Keyword search on "fabs": report each line of the records that contains it.

### Dataset excerpts
-*-*-

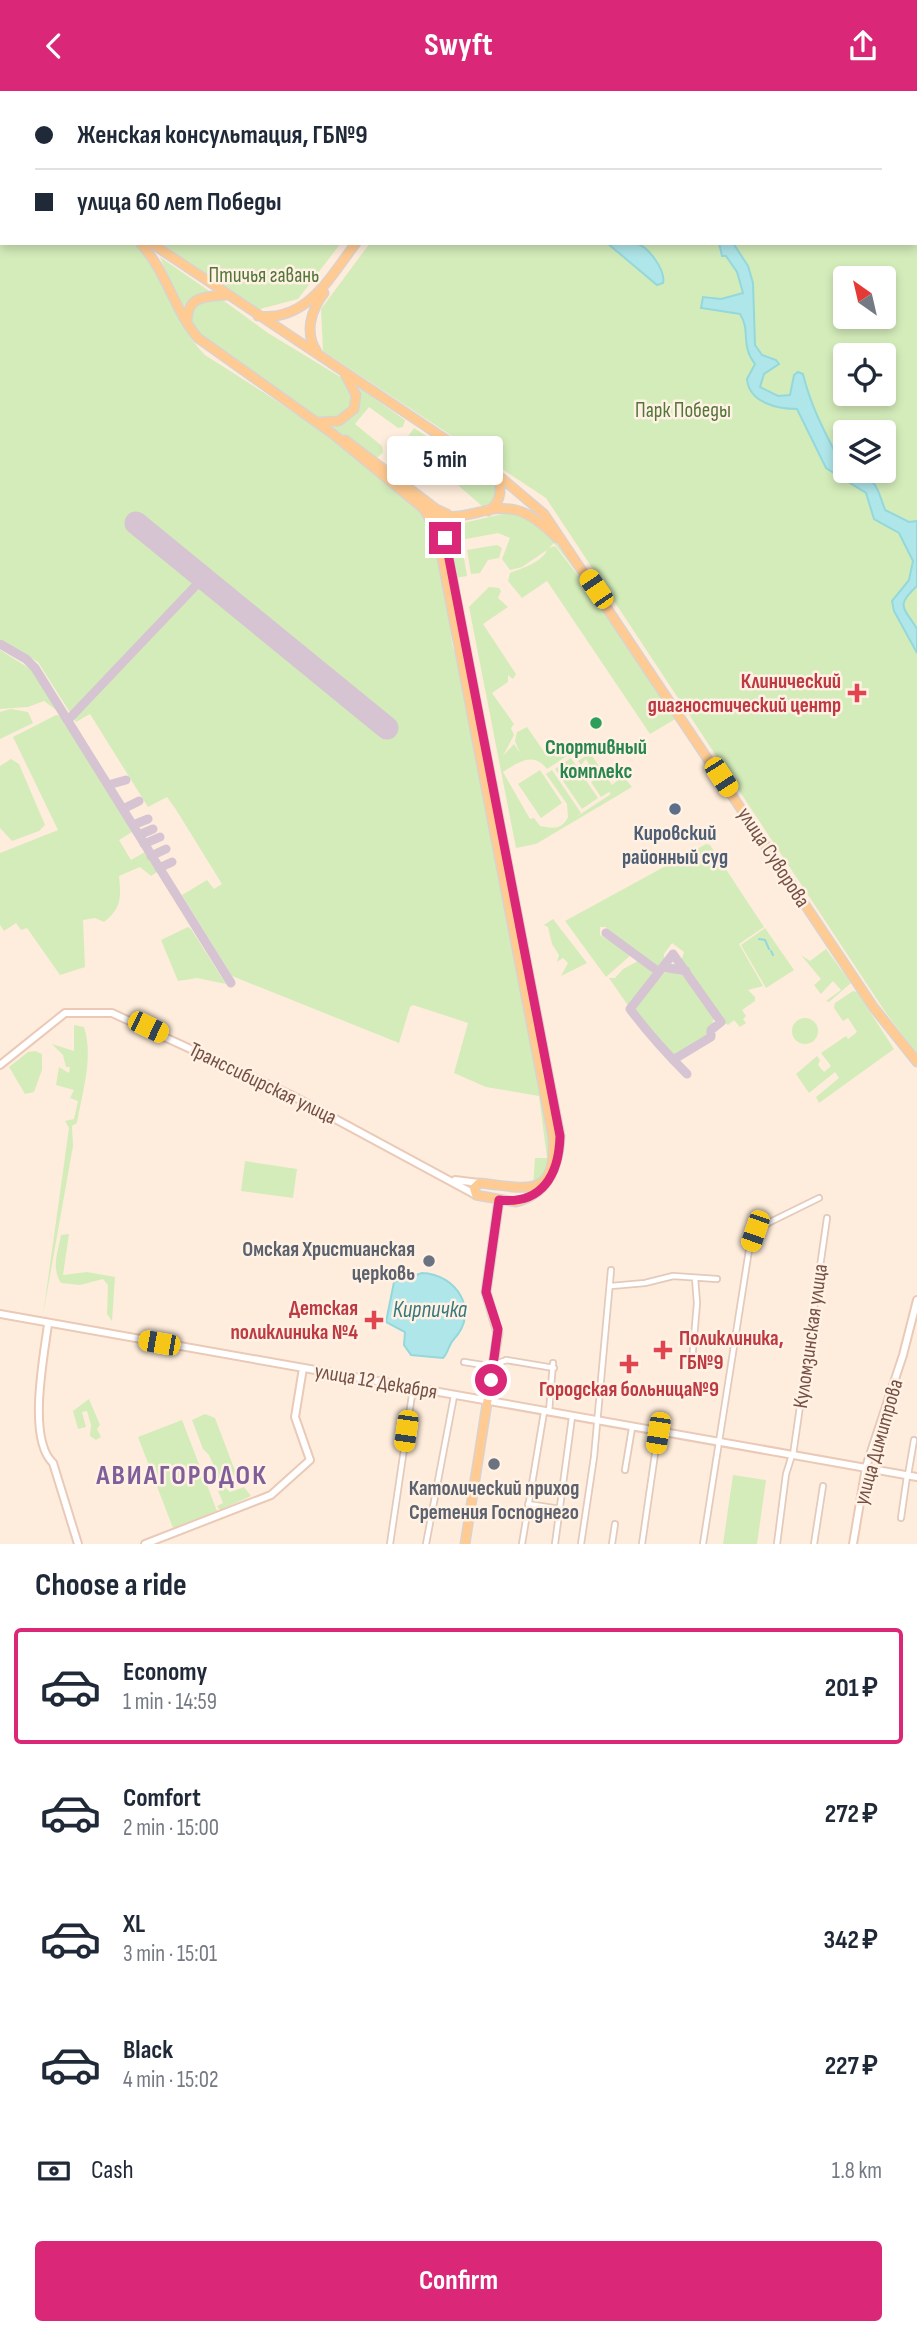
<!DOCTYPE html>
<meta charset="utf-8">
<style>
body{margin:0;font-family:"Sofia Sans Condensed",sans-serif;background:#f6f6f7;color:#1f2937;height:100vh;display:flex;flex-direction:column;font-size:26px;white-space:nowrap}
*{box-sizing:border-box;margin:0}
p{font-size:23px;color:#747a83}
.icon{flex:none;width:38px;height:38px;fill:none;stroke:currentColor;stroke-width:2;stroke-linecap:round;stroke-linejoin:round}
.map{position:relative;height:1453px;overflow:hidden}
.sheet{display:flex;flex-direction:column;background:#fff;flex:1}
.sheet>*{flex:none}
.top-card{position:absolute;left:0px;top:0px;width:917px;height:154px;box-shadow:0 4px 10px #0003;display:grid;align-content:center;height:154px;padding:0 35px;background:#fff}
.needle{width:46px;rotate:326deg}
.fabs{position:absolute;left:833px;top:175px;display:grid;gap:14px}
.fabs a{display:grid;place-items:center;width:63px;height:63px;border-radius:7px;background:#fff;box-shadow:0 4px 10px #0003;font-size:35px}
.end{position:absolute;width:32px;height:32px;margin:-16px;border:9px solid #db2777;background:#fff;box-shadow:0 0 0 4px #fff}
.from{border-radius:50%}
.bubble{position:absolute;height:49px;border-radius:7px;background:#fff;box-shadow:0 4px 10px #0003;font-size:23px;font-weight:700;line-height:49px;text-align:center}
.car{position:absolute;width:21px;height:42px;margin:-21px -10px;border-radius:9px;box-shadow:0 0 5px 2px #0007;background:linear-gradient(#f5c518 24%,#345 0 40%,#f5c518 0 76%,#345 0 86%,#f5c518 0)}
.top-card b{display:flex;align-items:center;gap:24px;height:66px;font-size:26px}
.top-card b+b{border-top:2px solid #e0e1e3}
.top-card i{width:18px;height:18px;background:#1f2937}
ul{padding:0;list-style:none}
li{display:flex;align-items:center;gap:21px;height:116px;margin:0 14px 10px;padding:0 21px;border:4px solid transparent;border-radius:7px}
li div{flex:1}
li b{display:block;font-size:26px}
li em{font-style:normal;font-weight:700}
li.current{border-color:#db2777}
li>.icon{width:63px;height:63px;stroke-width:1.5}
h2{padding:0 35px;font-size:32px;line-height:84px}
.pay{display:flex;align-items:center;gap:18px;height:77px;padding:0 35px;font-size:26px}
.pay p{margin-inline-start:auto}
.action{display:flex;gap:14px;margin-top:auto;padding:14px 35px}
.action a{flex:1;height:80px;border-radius:7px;background:#db2777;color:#fff;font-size:28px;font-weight:700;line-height:80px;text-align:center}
header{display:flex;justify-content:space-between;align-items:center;height:91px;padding:0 35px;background:#db2777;color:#fff;font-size:32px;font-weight:700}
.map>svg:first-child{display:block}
.green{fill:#d4ecba;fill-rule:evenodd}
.water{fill:#afe6e9;stroke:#95d8db;stroke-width:2}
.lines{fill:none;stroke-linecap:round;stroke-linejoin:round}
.stream{stroke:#95d8db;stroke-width:2}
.taxiway{stroke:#d6c4d2;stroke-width:9}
.runway{stroke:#d6c4d2;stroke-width:23}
.street-casing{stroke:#e4cabb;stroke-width:8}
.secondary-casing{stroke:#eac9b7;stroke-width:10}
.primary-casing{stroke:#dbd2ce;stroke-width:11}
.street{stroke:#fff;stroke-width:4.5}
.secondary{stroke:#fff;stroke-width:6}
.primary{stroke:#ffcb92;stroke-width:8}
.route{stroke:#db2777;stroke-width:9}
.health-dot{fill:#e0444e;stroke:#fff1e4;stroke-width:2.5}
.leisure-dot{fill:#2e9e5b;stroke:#fff1e4;stroke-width:2.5}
.service-dot{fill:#5c6f8a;stroke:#fff1e4;stroke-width:2.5}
.worship-dot{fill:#6b7280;stroke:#fff1e4;stroke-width:2.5}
.labels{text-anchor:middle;stroke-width:5;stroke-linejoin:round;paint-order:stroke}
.park-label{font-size:21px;fill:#517638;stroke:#fff1e4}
.health-label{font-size:21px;font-weight:bold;fill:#be3a42;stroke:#fff1e4;text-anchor:end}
.leisure-label{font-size:21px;font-weight:bold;fill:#27864d;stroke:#fff1e4}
.service-label{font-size:21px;font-weight:bold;fill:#4e5e75;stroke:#fff1e4}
.street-label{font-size:21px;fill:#755043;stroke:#fff1e4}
.worship-label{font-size:21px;font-weight:bold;fill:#5b616d;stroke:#fff1e4;text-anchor:end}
.water-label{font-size:23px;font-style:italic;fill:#36787c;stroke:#fff1e4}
.district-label{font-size:28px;font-weight:bold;letter-spacing:2px;fill:#7f5e99;stroke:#fff1e4}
</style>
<header><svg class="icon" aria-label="back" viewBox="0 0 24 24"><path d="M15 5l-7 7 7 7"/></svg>Swyft<svg class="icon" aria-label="share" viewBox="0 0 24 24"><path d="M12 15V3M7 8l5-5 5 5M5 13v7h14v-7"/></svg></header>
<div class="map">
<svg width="917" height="1453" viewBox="0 0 917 1453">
<rect width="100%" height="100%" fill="#feeddc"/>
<path class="green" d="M0,0H458L2,2V42Z
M484,0H917V963L886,922L546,407L323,260L321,218L370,152H915V2ZM845,187H884V226H845ZM845,264H884V303H845ZM845,341H884V380H845Z
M0,63L2,152H132C167,180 173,232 205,264C252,294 418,397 434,442C446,476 448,523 453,557L458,566L550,1046C550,1066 550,1082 533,1095L535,1067H547L539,1005L486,996L454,982L468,932L413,914L410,916L399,952L232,885L182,804L207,789L214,798L222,793L175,717L167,706L148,716L90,623L76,631L38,571L0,548Z
M161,152H341L298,208L256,219Z
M160,166L212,202L192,206L181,218Z
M215,208L224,210L268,242L342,287L351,302V317L342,326L320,329L204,248L192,233L190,220L199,210Z
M358,296L405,329L403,336L398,337L369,316L355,333L382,355L383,361L377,367L329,337C357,330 357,320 358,296Z
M414,337L495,389L498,398L495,412L483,416L451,388L437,384L425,375L406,348Z
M507,422C543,425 564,462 583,489L554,452L549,457L555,455L598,510L677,627L650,643L547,490L522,507L508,490L510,482C523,477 542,471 547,459L522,476L510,479L502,468L510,447L498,442L461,449L467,485L455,487L448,451L450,435Z
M497,454L502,457L499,467L488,469L480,482L471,483L467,459Z
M489,496L499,497L501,500L498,507L508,516L483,533L516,583L513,588L508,584V591L492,602L514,633L511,637L514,644L503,665L514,653L520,662L515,650L517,641L527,636L547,665L564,654L570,663L547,678C533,660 519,671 503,681L530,728L534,727L540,735C552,737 561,740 568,726L567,713L546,683L552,679L581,722L576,726L611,703L609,701L601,706L591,691L598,686L590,675L584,679L582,676L589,673L586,668L581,674L578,670L590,662L612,694L623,685L632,696L536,753L516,757L469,516Z
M0,559L32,579L56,619L44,610L28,616L0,618Z
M11,618L28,621L33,632L0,648V621Z
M56,624L61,625L132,741L119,749L131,769L145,761L157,781L151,785L140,776L119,785C121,806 122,817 104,831L95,827L83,829L85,876L60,884L27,837L21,839L16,832L4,840L0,834V762L58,739L13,646Z
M571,667L598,707L582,718L555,678Z
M11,668L19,673L45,734L39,740L12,750L0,737V675Z
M540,679L562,712L541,727L518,693Z
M706,753L710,754L764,836L739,853L763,895L748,899L755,906V910L742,919L746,925L743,928L746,932L740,936L734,929L728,934L723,931L681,870L684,861L672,852L664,863V874L657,878L608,841L606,836H600V844L632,863L606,886L565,830Z
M553,828L587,872L561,885L568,872L563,867L557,871L559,864L552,853L548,836L544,834Z
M188,836L191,838L226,893L197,887L178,890L161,849Z
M765,837L794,879L766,897L741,854Z
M826,858L851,892L829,911L826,910L841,899L833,890L821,903L814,894L821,888L801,864L810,870Z
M640,869L655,885L629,916L609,887H615L623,878Z
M666,880L686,885L714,927L707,947L675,967L657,951L635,921L637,913Z
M853,900L857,901L894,958L819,1012L816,1006L839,987L835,981L809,1002L796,983L817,965L820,969L818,974L824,981L831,975L821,962L846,945L848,948L857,941L848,927L843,930L834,917L835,912Z
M792 940a13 13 0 1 1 26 0a13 13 0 1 1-26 0Z
M74,934L84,936C94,967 82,1001 77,1032L72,1035L73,1055L43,1224L69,1037L65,1030L74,1028L78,1010L70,1007L74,999L56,994L59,976L69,982L70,976H66L63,964L52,953L74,960Z
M35,960L42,963V979L34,1001L25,1003L9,976L28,961Z
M245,1070L297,1078L293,1107L241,1100Z
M69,1143L63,1184L87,1181L115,1186L112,1230L107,1223L108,1194L103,1188L80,1194L61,1192C51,1177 58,1161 61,1144Z
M89,1308L100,1334L97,1338L101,1346L96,1349L90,1345L91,1334L87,1320L82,1321L86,1336L78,1338L73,1320Z
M205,1323L215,1327L237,1385L224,1383V1395L230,1401L244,1396L251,1405L220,1419L217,1415L223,1412L217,1397L218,1384L209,1364L203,1358L192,1329Z
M182,1329L217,1420L173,1437L138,1346Z
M733,1384L766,1389L757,1453H723Z"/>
<path class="water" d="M607,152C615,152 627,150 636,152C649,156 666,180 663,192L657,194Z
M719,152H733L748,175L753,192L755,254L762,264L776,269L779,273L764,283L760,296L778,305L790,304L794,284L798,281L803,283C812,320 828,347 845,380C876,384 876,394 885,419L909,431L917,430V495C894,516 905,517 917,538V562L894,520L892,510L909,489L913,470L899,442L874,428L866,402L826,377L797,318C778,318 749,312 747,288L755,273C740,254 751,240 740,223L701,217L703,206L721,208L743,202L737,181L726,165H722Z
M422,1182C457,1183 480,1221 454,1248C448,1254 449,1261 443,1267L411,1264L404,1254L405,1241L386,1231L394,1191Z"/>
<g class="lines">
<path class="stream" d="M120,2V0
M759,848L765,849L769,858
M771,860L773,864"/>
<path class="taxiway" d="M0,553L26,568L35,577L231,892
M68,629L203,487
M108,694L126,689
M123,718L139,710
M133,734L148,728
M139,744L153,738
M144,753L160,746
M151,765L166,758
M159,777L172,771
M606,842L659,881
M663,876L686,880
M673,969L711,946V939L721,931L673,863L630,918C648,942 666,962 687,983"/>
<path class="runway" d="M136,432L387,637"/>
<g class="street-casing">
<path id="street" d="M611,1195L645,1192L673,1185L717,1188
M506,1269L554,1277
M692,1270L697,1212L695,1187
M464,1271L489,1275L507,1269
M549,1321L553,1272
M793,1364L827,1127
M625,1379L632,1337
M908,1384L914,1349
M528,1413L560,1418
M901,1427L907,1385
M390,1453L413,1297
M426,1453L454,1305
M522,1453L544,1321
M555,1453L572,1326
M581,1453L594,1366L611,1179
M612,1453L615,1433
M642,1453L658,1342
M703,1453L749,1159L758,1137L819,1107
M777,1453L786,1383L792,1364
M814,1453L823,1395"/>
</g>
<g class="secondary-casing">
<path id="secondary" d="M0,974L65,922H112L291,1004L476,1104
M455,1089L479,1092
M0,1223L917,1386
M48,1233C44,1265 27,1348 53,1372L78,1453
M145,1453L271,1404L310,1369L295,1326L303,1277
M853,1453L866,1376L903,1264L917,1209"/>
</g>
<g class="primary-casing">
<path id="primary" d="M470,2L472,0
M0,48L2,49
M0,56L2,57
M140,152C166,179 174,219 198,247L333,343L424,418C460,438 482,411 516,419C532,423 546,436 557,447
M151,152L493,380L544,423L874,917L917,971
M258,225C307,231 330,186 356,152
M187,231C187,204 206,206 226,204
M317,261C304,242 311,219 324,202
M319,331L339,330L354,318L356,304L345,283
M345,349L436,418L447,423
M424,418L437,441L553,1046C557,1111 524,1096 479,1092L474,1097L476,1104L481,1105L516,1111C548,1103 559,1075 560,1045L446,454V436L453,428
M488,420C502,411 503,396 495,383
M465,1453L498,1242L486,1201L499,1109"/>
</g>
<use href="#street" class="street"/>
<use href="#secondary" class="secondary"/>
<use href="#primary" class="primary"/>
</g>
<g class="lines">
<path class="route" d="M445,447L560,1045C559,1084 542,1114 499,1109L486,1201L498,1238L491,1289"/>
</g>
<g class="health-dot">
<path d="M853.5 591.5h7v7h7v7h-7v7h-7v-7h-7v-7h7z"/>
<path d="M370.5 1218.5h7v7h7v7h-7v7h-7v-7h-7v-7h7z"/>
<path d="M659.5 1248.5h7v7h7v7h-7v7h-7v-7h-7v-7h7z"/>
<path d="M625.5 1262.5h7v7h7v7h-7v7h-7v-7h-7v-7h7z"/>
</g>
<circle class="leisure-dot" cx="596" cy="632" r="7"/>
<circle class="service-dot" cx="675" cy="718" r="7"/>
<g class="worship-dot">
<circle cx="429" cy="1170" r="7"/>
<circle cx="494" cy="1373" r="7"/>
</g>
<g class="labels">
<g class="park-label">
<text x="264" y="191">Птичья гавань</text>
<text x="683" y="326">Парк Победы</text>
</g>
<g class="health-label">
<text x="841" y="597">Клинический<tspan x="841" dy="24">диагностический центр</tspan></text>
<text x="358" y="1224">Детская<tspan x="358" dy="24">поликлиника №4</tspan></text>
<text x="679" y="1254" text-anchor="start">Поликлиника,<tspan x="679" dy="24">ГБ№9</tspan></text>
<text x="629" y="1305" text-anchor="middle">Городская больница№9</text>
</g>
<g class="leisure-label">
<text x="596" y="663">Спортивный<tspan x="596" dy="24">комплекс</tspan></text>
</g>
<g class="service-label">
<text x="675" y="749">Кировский<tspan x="675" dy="24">районный суд</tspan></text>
</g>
<g class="street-label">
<text transform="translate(774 766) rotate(57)" y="7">улица Суворова</text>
<text transform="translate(263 992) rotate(26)" y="7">Транссибирская улица</text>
<text transform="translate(810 1245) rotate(-82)" y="7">Куломзинская улица</text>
<text transform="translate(376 1290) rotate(10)" y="7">улица 12 Декабря</text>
<text transform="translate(878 1351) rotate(-74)" y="7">улица Димитрова</text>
</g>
<g class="worship-label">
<text x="415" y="1165">Омская Христианская<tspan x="415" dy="24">церковь</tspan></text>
<text x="494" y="1404" text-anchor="middle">Католический приход<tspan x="494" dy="24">Сретения Господнего</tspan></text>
</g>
<g class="water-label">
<text x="430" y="1226">Кирпичка</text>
</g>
<g class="district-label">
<text x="182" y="1393">АВИАГОРОДОК</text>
</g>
</g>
</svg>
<div class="fabs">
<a><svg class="needle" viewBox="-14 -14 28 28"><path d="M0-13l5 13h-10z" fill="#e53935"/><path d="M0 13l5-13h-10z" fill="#747a83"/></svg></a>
<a><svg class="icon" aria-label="locate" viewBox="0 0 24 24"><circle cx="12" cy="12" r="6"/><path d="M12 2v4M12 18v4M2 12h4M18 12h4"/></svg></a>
<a><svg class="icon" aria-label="layers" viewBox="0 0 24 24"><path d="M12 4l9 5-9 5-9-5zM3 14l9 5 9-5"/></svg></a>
</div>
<i class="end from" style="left:491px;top:1289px"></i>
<i class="end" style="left:445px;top:447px"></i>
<div class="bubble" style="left:387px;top:345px;width:116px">5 min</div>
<i class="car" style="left:596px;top:498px;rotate:326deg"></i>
<i class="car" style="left:721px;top:686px;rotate:147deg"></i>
<i class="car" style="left:148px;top:936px;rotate:116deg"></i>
<i class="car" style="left:755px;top:1140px;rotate:199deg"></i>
<i class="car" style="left:159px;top:1252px;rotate:280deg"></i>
<i class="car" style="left:406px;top:1340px;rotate:188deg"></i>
<i class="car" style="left:658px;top:1342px;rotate:189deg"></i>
<div class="top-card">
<b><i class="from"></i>Женская консультация, ГБ№9</b>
<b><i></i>улица 60 лет Победы</b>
</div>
</div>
<section class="sheet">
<h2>Choose a ride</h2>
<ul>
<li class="current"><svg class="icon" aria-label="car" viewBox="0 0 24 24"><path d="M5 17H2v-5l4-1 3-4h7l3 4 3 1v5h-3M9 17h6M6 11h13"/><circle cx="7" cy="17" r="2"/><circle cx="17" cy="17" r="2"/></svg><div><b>Economy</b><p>1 min · 14:59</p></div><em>201 ₽</em></li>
<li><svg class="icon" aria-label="car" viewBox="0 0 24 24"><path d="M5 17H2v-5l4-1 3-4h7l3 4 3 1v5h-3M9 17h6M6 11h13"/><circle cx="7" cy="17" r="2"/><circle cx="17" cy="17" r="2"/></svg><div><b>Comfort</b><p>2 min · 15:00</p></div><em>272 ₽</em></li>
<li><svg class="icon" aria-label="car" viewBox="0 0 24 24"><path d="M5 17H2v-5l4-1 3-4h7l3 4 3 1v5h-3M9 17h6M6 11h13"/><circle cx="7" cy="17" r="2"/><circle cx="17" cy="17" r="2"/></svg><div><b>XL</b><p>3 min · 15:01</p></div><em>342 ₽</em></li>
<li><svg class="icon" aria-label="car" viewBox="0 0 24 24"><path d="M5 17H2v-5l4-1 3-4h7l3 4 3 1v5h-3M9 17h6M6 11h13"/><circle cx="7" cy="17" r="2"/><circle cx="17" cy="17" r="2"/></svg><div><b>Black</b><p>4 min · 15:02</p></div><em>227 ₽</em></li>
</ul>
<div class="pay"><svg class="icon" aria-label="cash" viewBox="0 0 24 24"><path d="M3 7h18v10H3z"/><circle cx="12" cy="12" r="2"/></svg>Cash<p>1.8 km</p></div>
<div class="action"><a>Confirm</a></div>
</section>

-*-*-

### Task response
.fabs{position:absolute;left:833px;top:175px;display:grid;gap:14px}
.fabs a{display:grid;place-items:center;width:63px;height:63px;border-radius:7px;background:#fff;box-shadow:0 4px 10px #0003;font-size:35px}
<div class="fabs">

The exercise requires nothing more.